(Stored data entries)
-- Opening Marker --

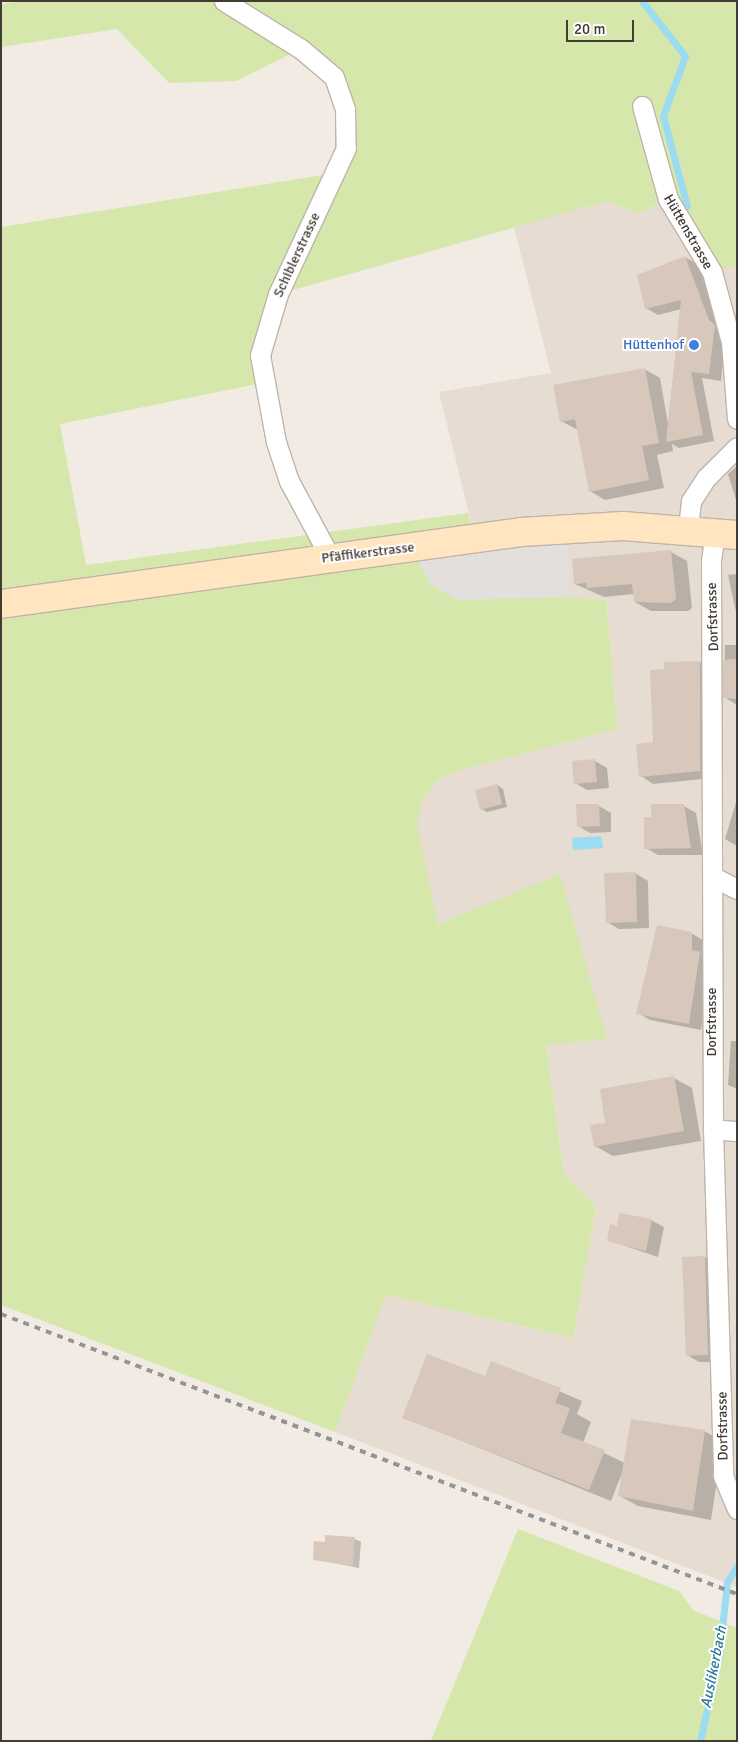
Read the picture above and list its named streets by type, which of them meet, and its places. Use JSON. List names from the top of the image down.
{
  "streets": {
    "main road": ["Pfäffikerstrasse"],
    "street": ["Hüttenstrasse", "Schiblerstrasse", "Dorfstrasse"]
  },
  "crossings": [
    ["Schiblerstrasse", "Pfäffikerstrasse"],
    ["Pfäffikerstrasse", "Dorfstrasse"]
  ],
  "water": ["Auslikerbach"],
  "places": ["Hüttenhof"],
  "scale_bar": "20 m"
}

-- Closing Marker --

* [Try it]: Your job is to repeat the data exactly, leaving each picture out.

* [Result of this task]:
Read the picture above and list its named streets by type, which of them meet, and its places. Use JSON. List names from the top of the image down.
{
  "streets": {
    "main road": ["Pfäffikerstrasse"],
    "street": ["Hüttenstrasse", "Schiblerstrasse", "Dorfstrasse"]
  },
  "crossings": [
    ["Schiblerstrasse", "Pfäffikerstrasse"],
    ["Pfäffikerstrasse", "Dorfstrasse"]
  ],
  "water": ["Auslikerbach"],
  "places": ["Hüttenhof"],
  "scale_bar": "20 m"
}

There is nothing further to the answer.